= Ted McGrath =

Australian Catholic priest and cofounder of religious order

Timothy Edward McGrath (1881–1977) was an Australian Catholic priest and with Eileen O'Connor the founder of Our Lady's Nurses for the Poor religious order.

==Early life==
McGrath was born in Bungeet near Benalla in north-east Victoria in 1881 to a poor rural family of Irish descent. Both his parents died by the time he was seven and his education was severely limited. Despite this background he was accepted into the Missionaries of the Sacred Heart order and ordained a priest by Cardinal Moran in 1909. He was appointed the first priest in charge of the new parish of Coogee in Sydney's eastern suburbs.

== Work with Eileen O'Connor==
He met a young woman, Eileen O'Connor, who was severely physically disabled by spinal problems, and was deeply impressed with her holiness. Together they determined to found a group of religious women who would care for the sick poor in their own homes. On 15 April 1913 in Coogee the pair co-founded Our Lady's Nurses for the Poor. McGrath acted as chaplain and organiser since at this time O'Connor could not walk.

Following allegations of scandal, McGrath's superiors at the Sacred Heart Monastery, Kensington, ordered him to break off contact with O'Connor. He refused and was expelled from the order. He and O'Connor travelled to Rome in 1915 to appeal the decision. He was readmitted to the order but forbidden to return to Australia.

Despite these difficulties the order was firmly established by the time of O'Connor's death in 1921.

==Later life==

McGrath served as a chaplain with the British Army on the Western Front in 1918. On 28 September, near Wailly-Beaucamp in northern France, he went forward under heavy fire to rescue a wounded officer in no-man's-land. He was awarded a Military Cross.

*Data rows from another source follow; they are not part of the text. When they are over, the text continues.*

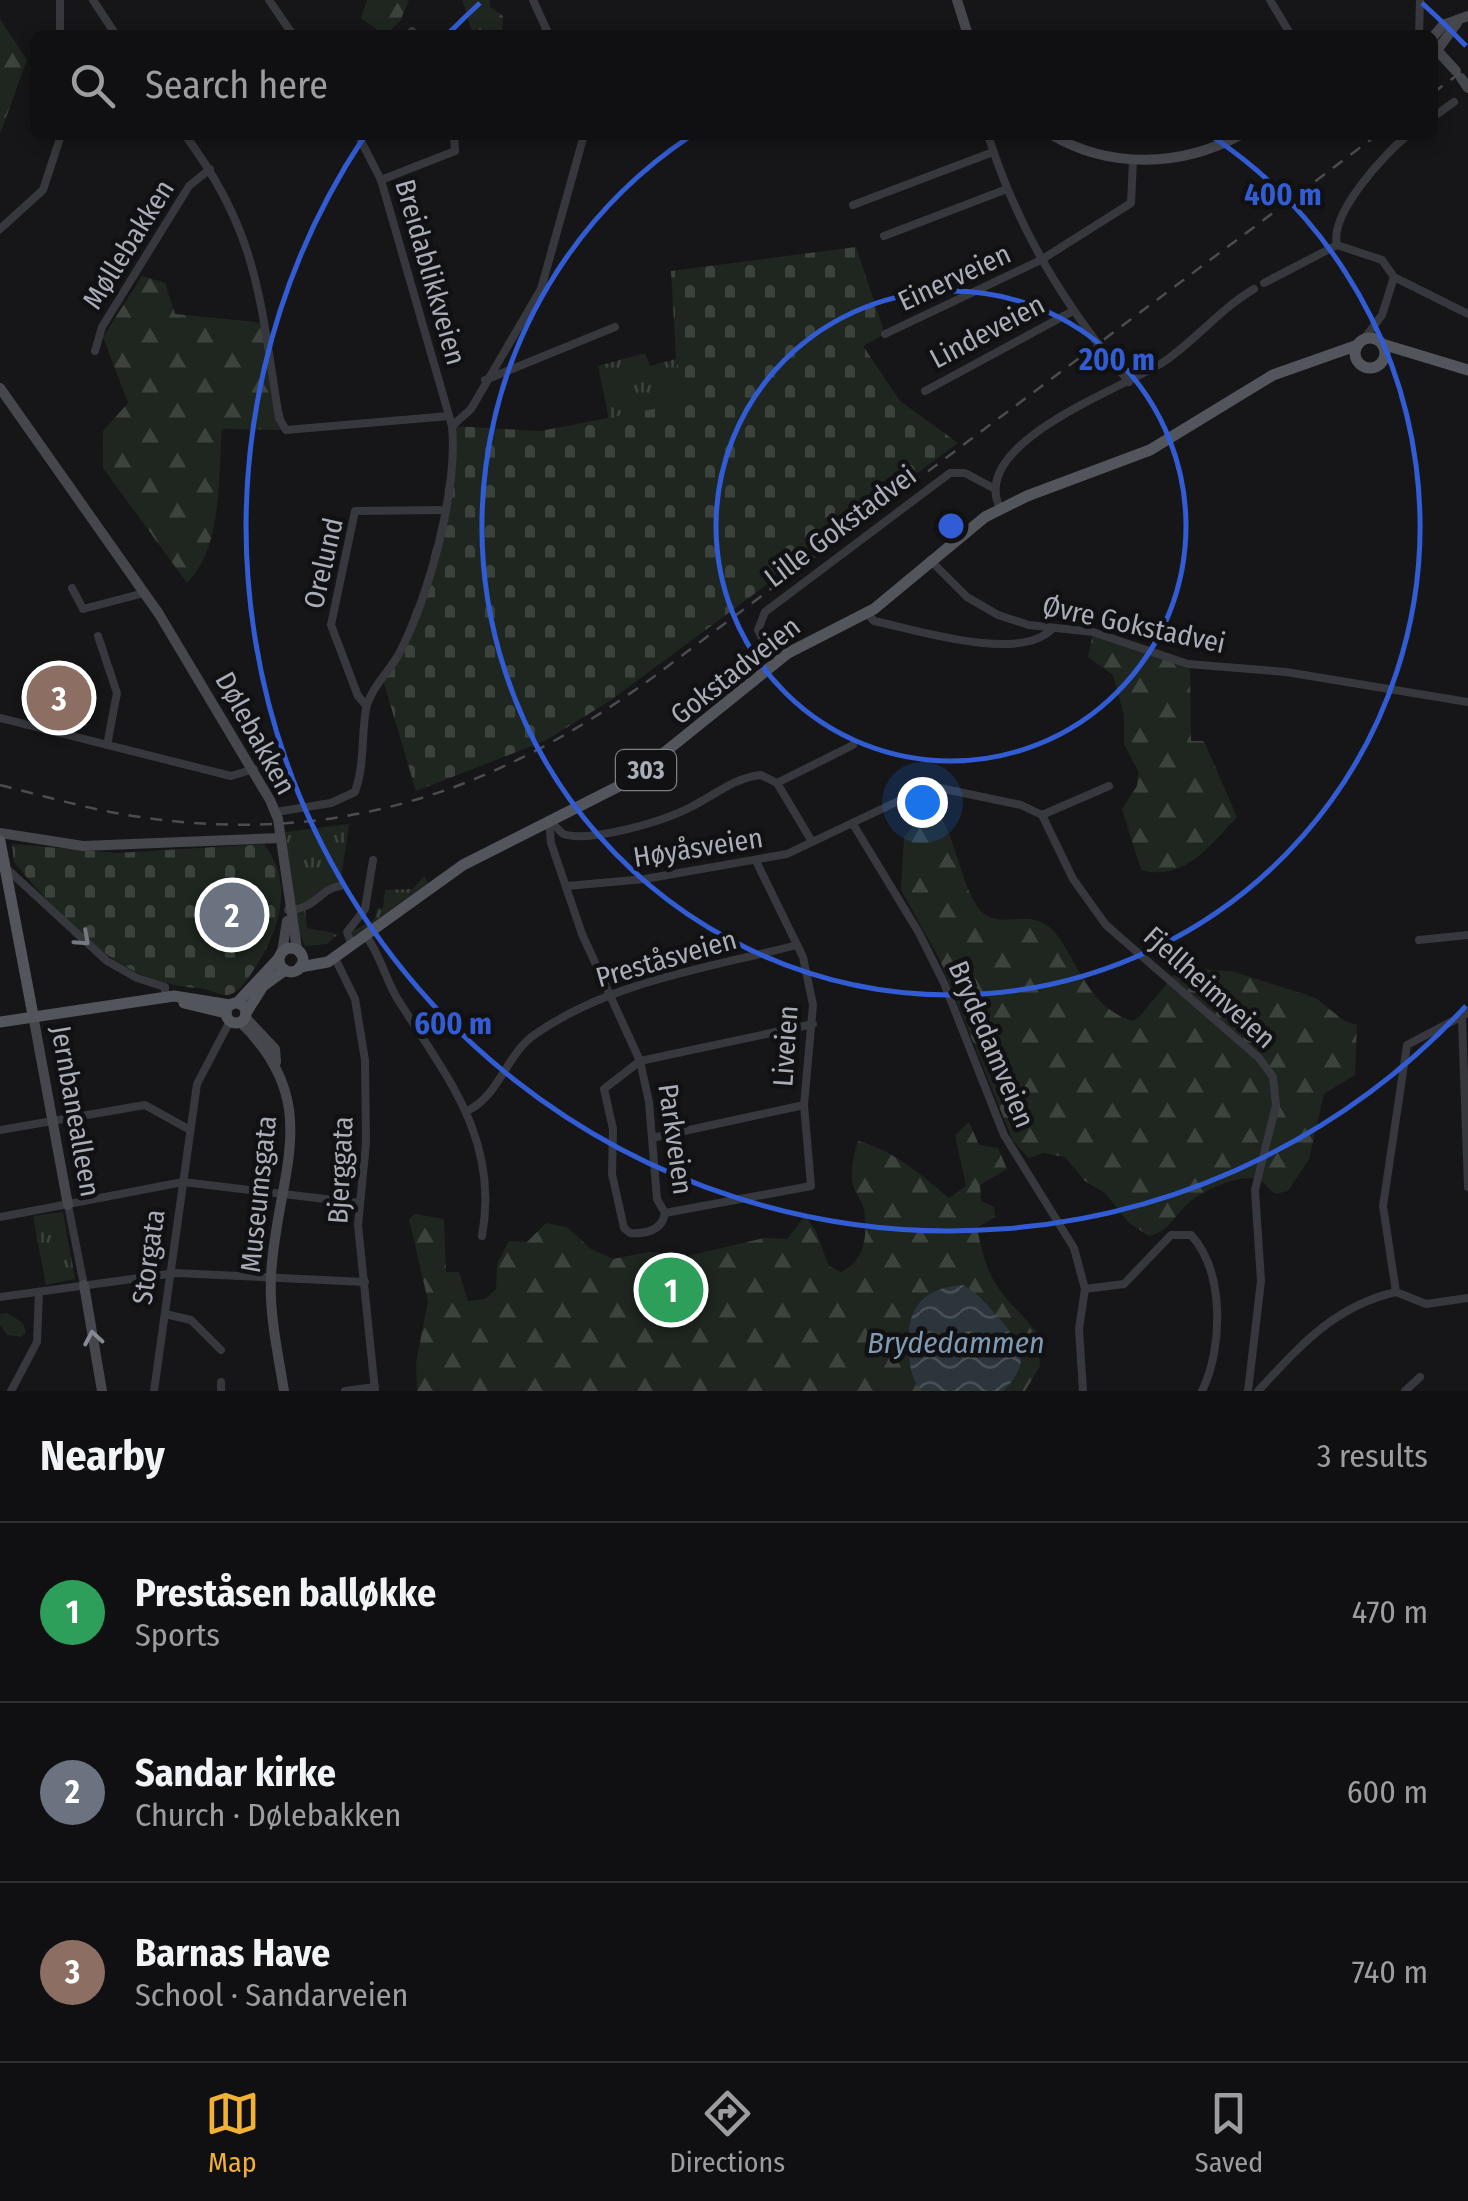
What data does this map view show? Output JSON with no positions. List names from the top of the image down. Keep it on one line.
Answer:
{"streets":{"main road":["Gokstadveien","Dølebakken","303","Jernbanealleen","Museumsgata"],"street":["Møllebakken","Breidablikkveien","Einerveien","Lindeveien","Lille Gokstadvei","Orelund","Øvre Gokstadvei","Høyåsveien","Preståsveien","Fjellheimveien","Brydedamveien","Liveien","Parkveien","Bjerggata","Storgata"]},"crossings":[["Breidablikkveien","Orelund"],["Lille Gokstadvei","Gokstadveien"],["Øvre Gokstadvei","Gokstadveien"],["Gokstadveien","303"],["Gokstadveien","Parkveien"],["Gokstadveien","Bjerggata"],["Høyåsveien","Fjellheimveien"],["Høyåsveien","Brydedamveien"],["Høyåsveien","Liveien"],["Høyåsveien","Parkveien"],["Preståsveien","Liveien"],["Preståsveien","Parkveien"],["Liveien","Parkveien"],["Museumsgata","Storgata"]],"water":["Brydedammen"],"page":{"search":"Search here","pins":["3","2","1"],"heading":["Nearby","3 results"],"list":[{"mark":"1","name":"Preståsen balløkke","note":"Sports","value":"470 m"},{"mark":"2","name":"Sandar kirke","note":"Church · Dølebakken","value":"600 m"},{"mark":"3","name":"Barnas Have","note":"School · Sandarveien","value":"740 m"}],"nav":["Map","Directions","Saved"]},"rings":["400 m","200 m","600 m"]}
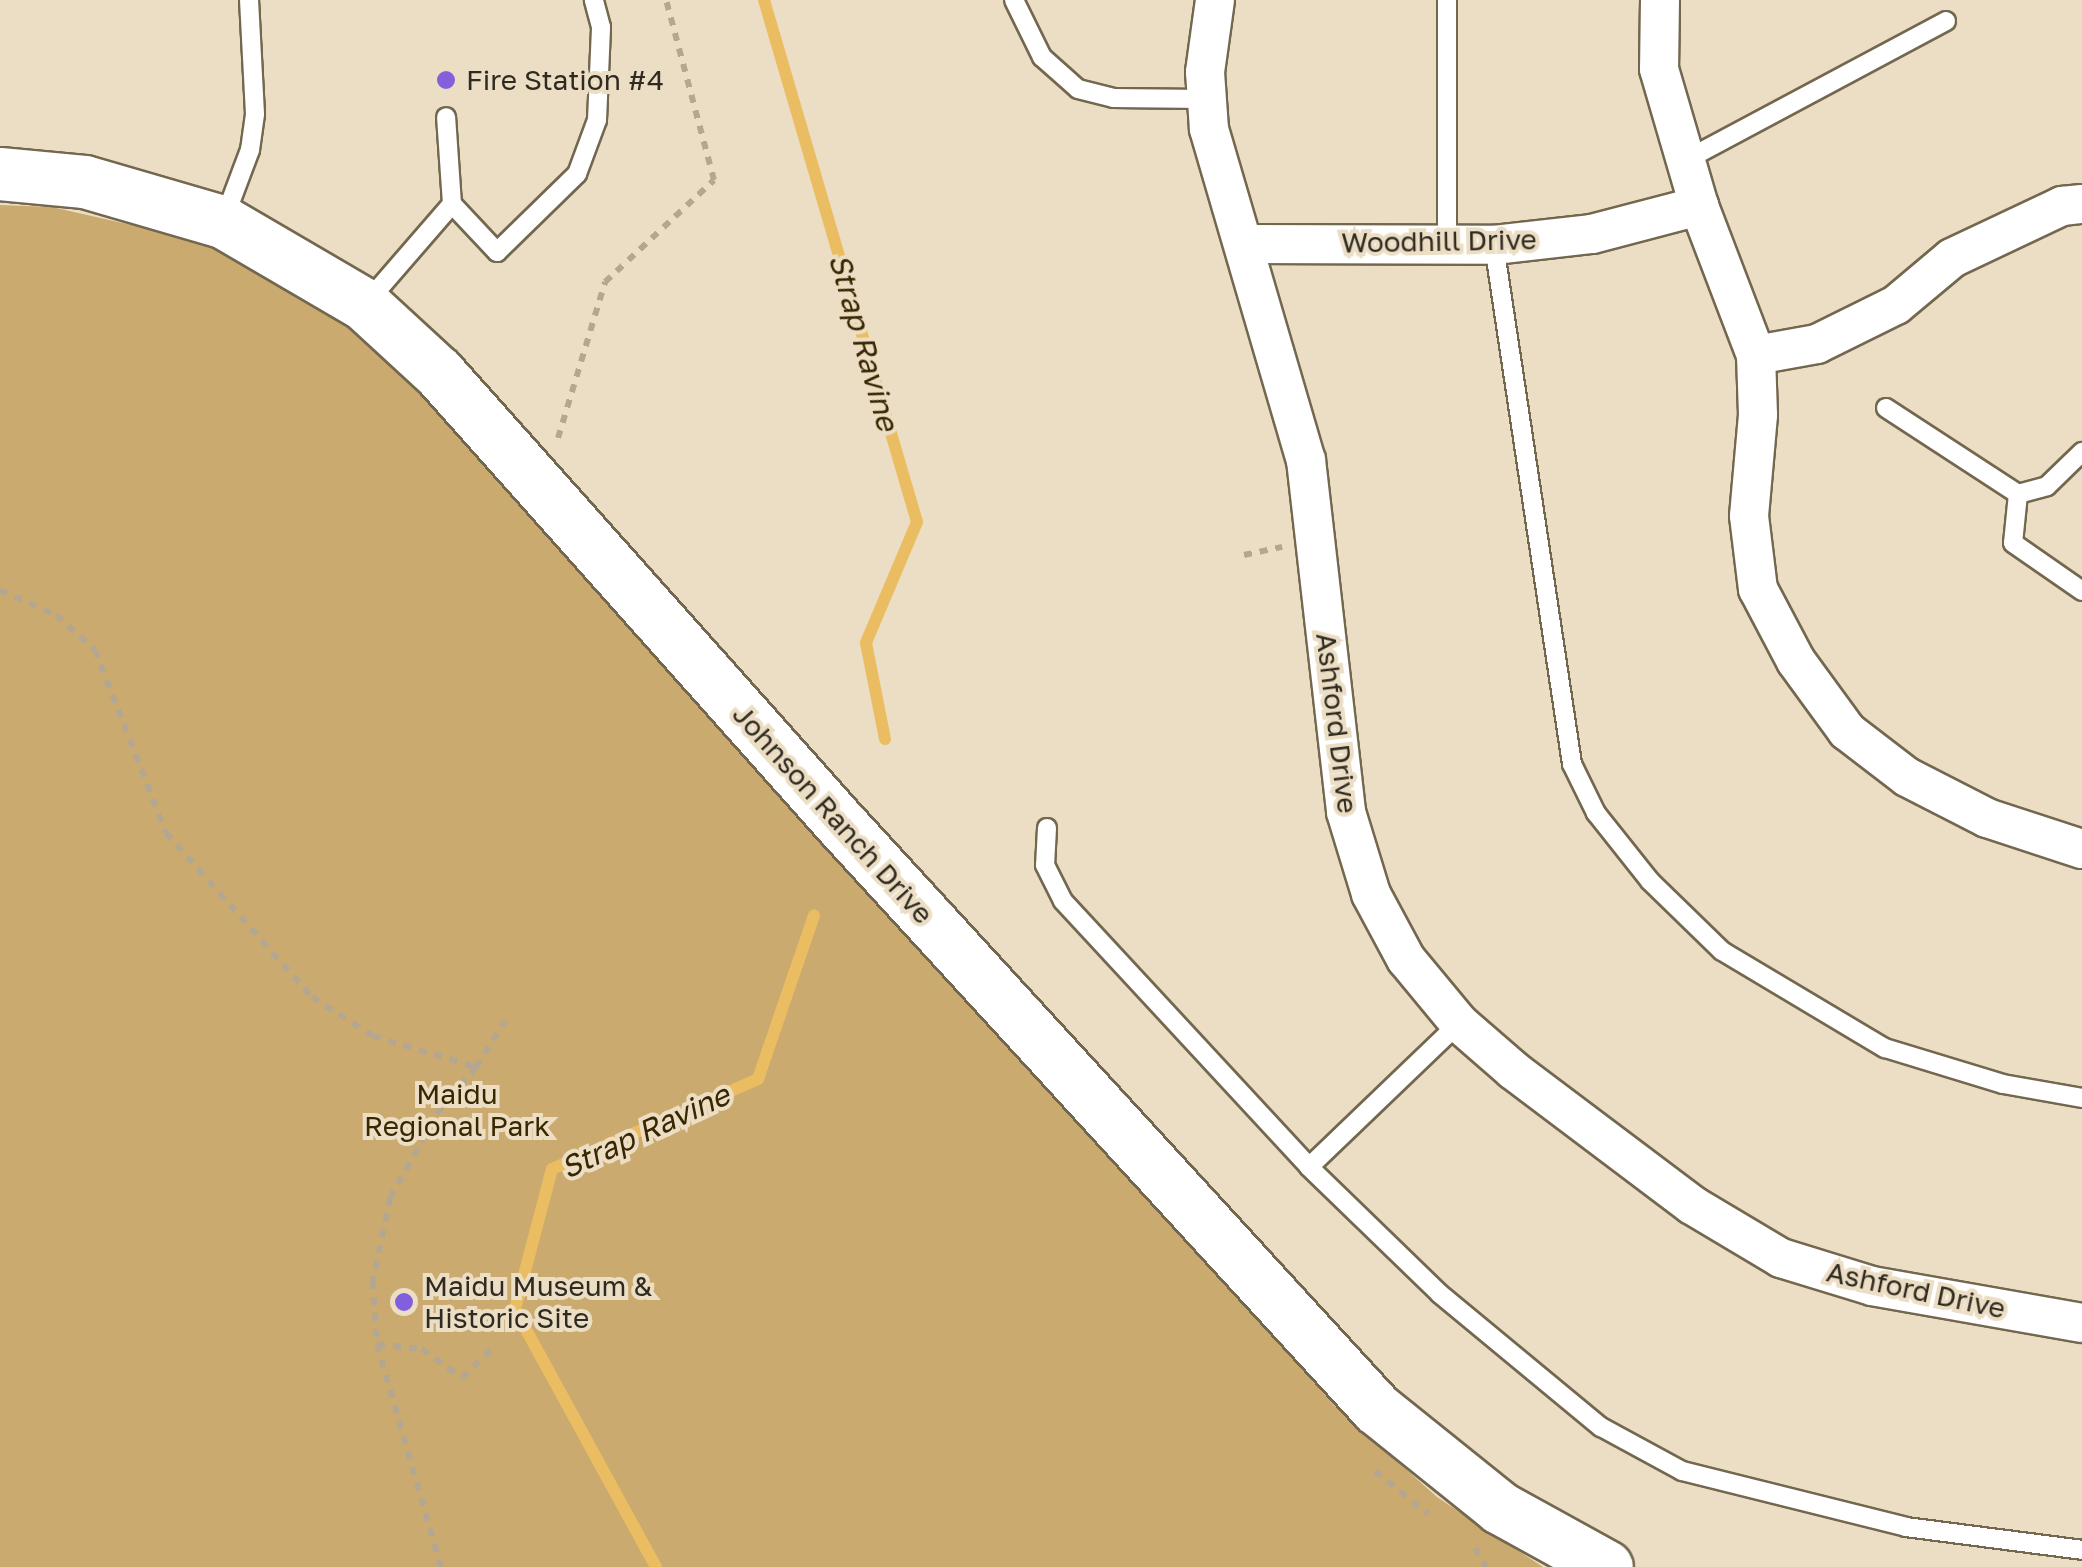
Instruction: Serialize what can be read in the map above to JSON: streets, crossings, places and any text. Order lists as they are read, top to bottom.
{
  "streets": {
    "street": ["Woodhill Drive", "Ashford Drive", "Johnson Ranch Drive"]
  },
  "crossings": [
    ["Woodhill Drive", "Ashford Drive"]
  ],
  "water": ["Strap Ravine"],
  "parks": ["Maidu Regional Park"],
  "places": ["Fire Station #4", "Maidu Museum & Historic Site"]
}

After serving in Wichita and elsewhere in the US and Europe, he was finally allowed by his superiors to return to Australia in 1941. In 1969 he retired to Our Lady's Home in Coogee and died there in 1977, aged 95.

==Bibliography==
- Hosie, John (2010). "A Lonely Road: Fr Ted McGrath M.S.C.: A Great Australian"
- McGrath, Ted (1988). "The Collected Poems of Timothy Edward McGrath M.S.C."